Notre Dame researchers have found an inventive method of getting chemo into cells of multiple myeloma, a particularly vexing bone marrow cancer that can develop a resistance to treatment.
Here’s how it works: The nanoparticles are loaded with cancer-killing doxorubicin and coated with tumor-seeking peptides to guide them. Myeloma cells come equipped with a receptor that allows them to bind to marrow tissue, but Notre Dame’s novel peptide counteracts that, tricking the cancer into unbinding from marrow and absorbing the nanoparticles. Once inside the myeloma, the particles break apart and deliver their doxorubicin payloads, killing tumor cells from within.
As the scientists reported in Blood Cancer Journal, lab tests revealed the method to be effective in killing cancer cells and, perhaps just as important, sparing healthy tissues in the process.
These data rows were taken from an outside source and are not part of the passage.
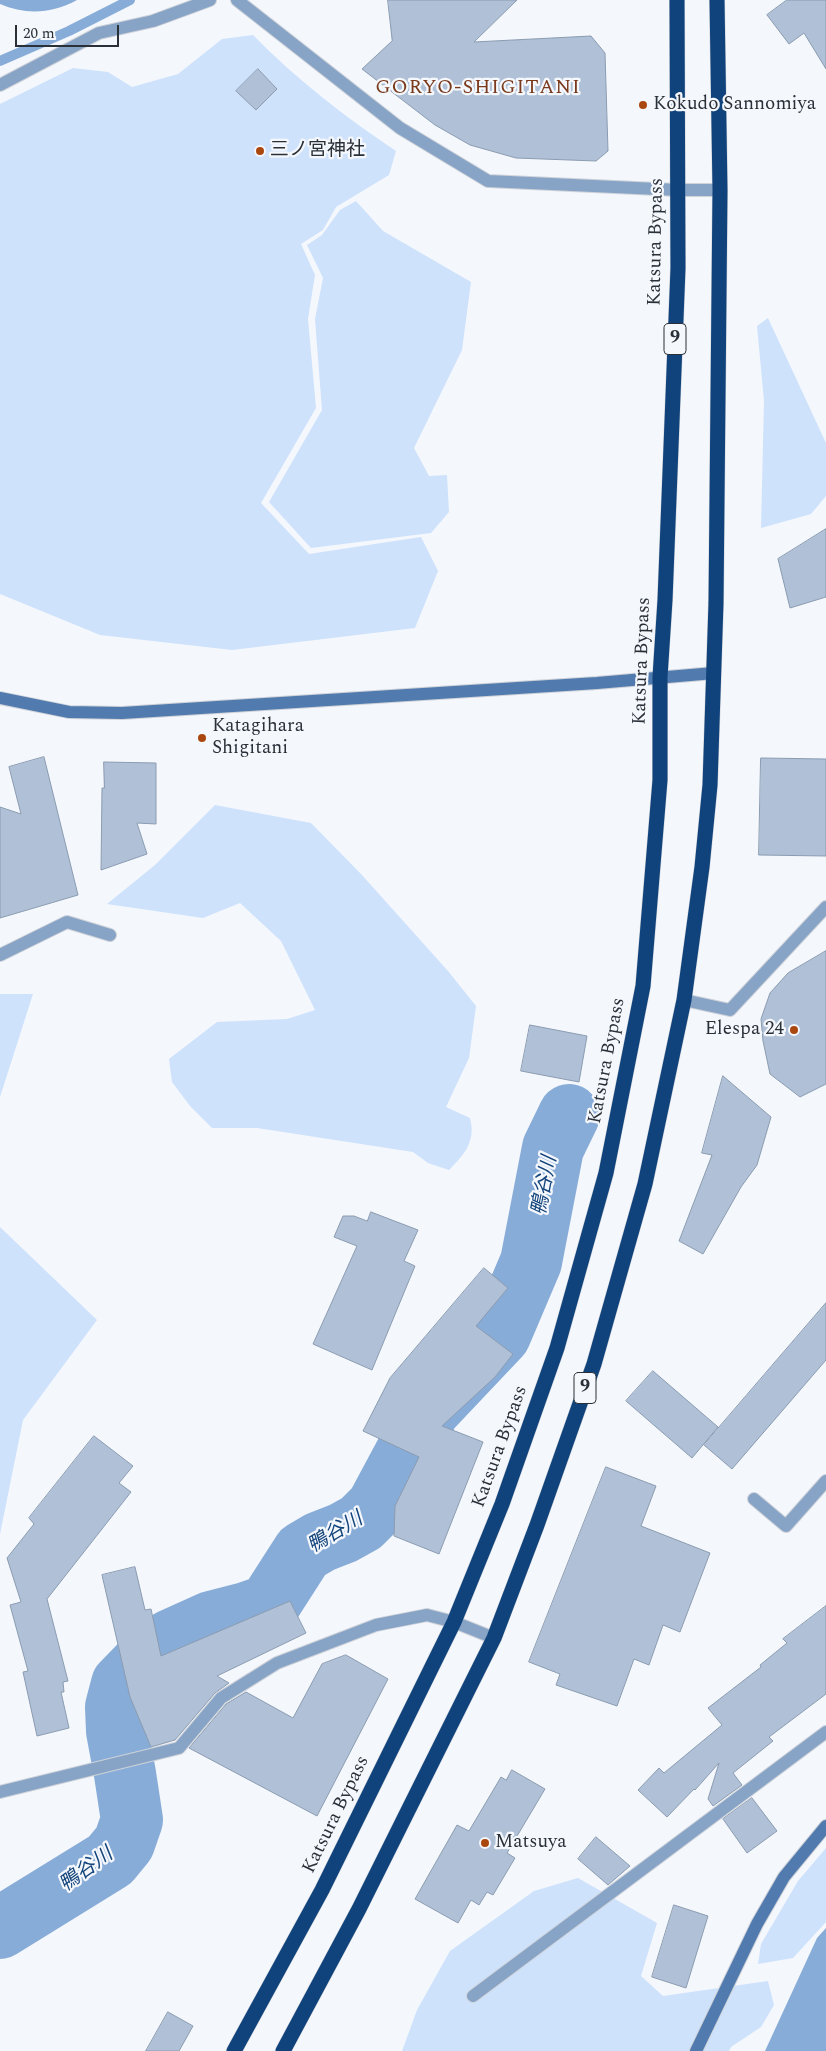 <!DOCTYPE html>
<html>
<head>
<meta charset="utf-8">
<style>
	body { margin:0 }
	#map { position:relative; width:826px; height:2051px; overflow:hidden; background:#f4f7fc; font-family:Spectral,serif }
	canvas { display:block }
	.scale { position:absolute; left:15px; top:25px; width:104px; height:22px; box-sizing:border-box; border:2px solid #293038; border-top:0; padding-left:6px; font-size:15px; line-height:18px; white-space:nowrap; color:#293038; -webkit-text-stroke:4px #f4f7fc; paint-order:stroke }
</style>
</head>
<body>
<div id="map">
<canvas width="826" height="2051"></canvas>
<div class="scale">20 m</div>
</div>
<script>
const context = document.querySelector('canvas').getContext('2d');
context.lineJoin = 'round';
function paint(path, color) { context.fillStyle = color; context.fill(path, 'evenodd'); }
function strokePath(path, color, width, dash) { context.strokeStyle = color; context.lineWidth = width; context.lineCap = dash ? 'butt' : 'round'; context.setLineDash(dash || []); context.stroke(path); }
function write(font, color, halo, rows, align = 'center') {
  context.font = font + ' Spectral,"Noto Sans JP",serif'; context.lineWidth = 4.5; context.setLineDash([]); context.textBaseline = 'middle'; context.strokeStyle = halo; context.fillStyle = color; for (const [text, x, y, turn = 0] of rows) {
    context.save(); context.translate(x, y); context.rotate((+turn || 0) * Math.PI / 180); context.textAlign = isNaN(turn) ? turn : align; if (halo) context.strokeText(text, 0, 0); context.fillText(text, 0, 0); context.restore();
  }
}
paint(new Path2D(`
	M253,35C296,79 345,117 396,151L389,175L336,207L323,230L301,244L315,275L308,319L316,408L261,503L309,554L421,537L438,571L415,628L232,650L100,635L0,594V104L73,68L108,72L132,87L178,74L222,39Z
	M356,201L383,231L471,282L462,350L414,448L429,476L447,475L449,512L431,533L311,548L269,502L322,410L315,319L323,278L307,245L322,235L340,210Z
	M768,318L826,443V496L811,514L761,528L764,401L757,326Z
	M215,805L311,823L361,874L448,971L476,1006L469,1058L446,1107L470,1118C476,1141 465,1154 449,1170L428,1163L413,1152L257,1128H212L190,1106L172,1082L169,1059L217,1022L287,1019L315,1010L281,941L240,903L203,918L107,904L155,865Z
	M0,994H33L0,1097Z
	M0,1227L97,1320L23,1420L0,1534Z
	M826,1848V1922L793,1958L758,1964L761,1944L798,1881Z
	M578,1878L657,1923L641,1976L663,1996L768,1981L774,2005L761,2027L731,2047L729,2051H402L417,2010L450,1951L534,1891Z`), '#cee2fc');
paint(new Path2D(`
	M0,0H77C52,14 25,15 0,4Z
	M826,1928V2051H765L817,1938Z`), '#88acd8');
strokePath(new Path2D(`
	M0,61L69,31L130,0`), '#88acd8', 10);
strokePath(new Path2D(`
	M0,1928L110,1860L124,1843L132,1820L125,1774L117,1731L116,1707L122,1684L155,1650L171,1640L211,1622L246,1613L269,1605L303,1552L320,1542L343,1533L361,1523L377,1507L429,1410L500,1335L531,1262L553,1148L569,1115`), '#88acd8', 62);
const building = new Path2D(`
	M388,0H517L474,42L591,36L605,53L608,151L596,161L516,158L470,145L435,125L362,69L392,41Z
	M787,0H826V69L804,33L789,44L767,15Z
	M258,69L277,89L256,110L236,91Z
	M826,529V597L790,608L778,559Z
	M44,757L78,895L0,918V807L21,814L9,767Z
	M761,758L826,759V856L759,855Z
	M104,762L156,763V824L137,823L147,854L101,870L102,788H104Z
	M826,951V1084L800,1097L770,1074L763,1041L761,1019L770,993L788,973Z
	M530,1025L587,1036L579,1082L521,1071Z
	M723,1076L771,1117L757,1165L741,1187L703,1254L679,1241L712,1155L702,1153Z
	M371,1212L418,1230L404,1261L415,1266L372,1370L313,1344L357,1246L334,1237L343,1216H354L367,1221Z
	M484,1268L508,1288L476,1326L513,1354L495,1377L442,1426L483,1442L439,1554L394,1536L395,1506L419,1457L363,1431L390,1378Z
	M826,1303V1360L732,1469L704,1445Z
	M653,1371L718,1427L692,1458L626,1401Z
	M94,1436L133,1466L119,1483L131,1492L47,1599L68,1681L63,1682L64,1692H61L69,1728L37,1736L23,1672L28,1671L10,1605L21,1602L7,1558L34,1524L29,1518Z
	M606,1467L656,1486L641,1526L710,1553L680,1632L663,1625L649,1665L634,1659L617,1706L556,1685L560,1674L529,1662Z
	M135,1567L145,1610L151,1609L161,1656L290,1601L306,1633L217,1676L229,1683L215,1693L175,1740L151,1747L130,1697L102,1575Z
	M826,1606V1694L769,1737L773,1741L733,1773L742,1785L713,1806L708,1799L719,1763L695,1790L694,1789L667,1817L638,1790L659,1768L664,1773L722,1725L708,1708L761,1667L760,1665L787,1643L783,1639Z
	M346,1655L388,1679L317,1816L189,1748L226,1704L246,1692L293,1718L322,1664Z
	M512,1770L545,1789L507,1853L515,1858L493,1895L487,1892L479,1905L471,1900L458,1923L415,1899L457,1825L469,1831L501,1777L506,1780Z
	M752,1798L777,1831L747,1853L723,1819Z
	M596,1837L630,1866L608,1885L578,1859Z
	M674,1905L708,1916L686,1988L652,1977Z
	M168,2012L193,2026L179,2051H146Z`);
paint(building, '#afc0d7');
strokePath(building, '#8b9cb1', 1);
const street = new Path2D(`
	M237,0L400,128L488,181L678,190H720
	M0,85L99,33L153,21L210,0
	M0,955L67,922L110,935
	M684,1000L730,1010L826,907
	M754,1499L786,1526L826,1481
	M0,1792L179,1748L221,1698L277,1663L376,1625L427,1615L454,1622L494,1638
	M473,1996L826,1732`);
const secondary = new Path2D(`
	M0,698L69,712L122,713L597,683L714,673
	M696,2051L757,1924L784,1877L826,1826`);
const highway = new Path2D(`
	M234,2051L322,1890L454,1622L502,1504L557,1348L606,1173L643,986L660,780V677L665,600L678,268L677,0
	M283,2051L359,1909L494,1638L537,1525L594,1364L645,1184L684,1000L702,867L710,785L716,603L720,190L717,0`);
strokePath(street, '#cfd3d9', 14);
strokePath(secondary, '#cfd3d9', 14);
strokePath(highway, '#cfd3d9', 16);
strokePath(street, '#87a4c7', 12);
strokePath(secondary, '#517bae', 12);
strokePath(highway, '#10437b', 15);
for (const [x, y, r, color] of [
	[643,105,5,"#aa470f"],
	[260,151,5,"#aa470f"],
	[202,738,5,"#aa470f"],
	[794,1030,5,"#aa470f"],
	[485,1843,5,"#aa470f"]
]) { const dot = new Path2D(); dot.arc(x, y, r, 0, 2 * Math.PI); context.fillStyle = color; context.fill(dot); strokePath(dot, '#f4f7fc', 2); }
for (const [x, y, w] of [
	[675,339,22],
	[585,1388,22]
]) { const box = new Path2D(); box.roundRect(x - w / 2, y - 15.5, w, 31, 4); context.fillStyle = '#f4f7fc'; context.fill(box); strokePath(box, '#293038', 1); }
write('bold 18px', '#293038', null, [
	["9",675,339],
	["9",585,1388]
]);
write('19px', '#293038', '#f4f7fc', [
	["Kokudo Sannomiya",653,105],
	["三ノ宮神社",270,151],
	["Katagihara",212,727],
	["Shigitani",212,749],
	["Elespa 24",784,1030,"right"],
	["Matsuya",495,1843]
], 'left');
write('19px', '#293038', '#f4f7fc', [
	["Katsura Bypass",657,242,-89],
	["Katsura Bypass",643,661,-88],
	["Katsura Bypass",608,1061,-79],
	["Katsura Bypass",501,1447,-70],
	["Katsura Bypass",337,1815,-64]
]);
context.letterSpacing = '1px';
write('20px', '#79391a', '#f4f7fc', [
	["GORYO-SHIGITANI",478,89]
]);
context.letterSpacing = '0px';
write('italic 20px', '#13447b', '#f4f7fc', [
	["鴨谷川",546,1186,-79],
	["鴨谷川",336,1534,-31],
	["鴨谷川",87,1871,-36]
]);
</script>
</body>
</html>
Doxorubicin is a potent chemotherapeutic, and while it is effective against cancer, it can just as easily destroy nearby tissues if it’s sloppily delivered.
“Our research on mice shows that the nanoparticle formulation reduces the toxic effect doxorubicin has on other tissues, such as the kidneys and liver,” researcher Tanyel Kiziltepe said in a release. “We believe further research will show that the heart is less affected as well. This could greatly reduce the harmful side-effects of this chemotherapy.”
Notre Dame’s researchers believe that, with more research, their peptide-led nanoparticles could be effective in combating other drug-resistant cancers, too. Before moving on to human trials, however, they plan to perfect the particles’ design and find the optimum amount of drug to include in each.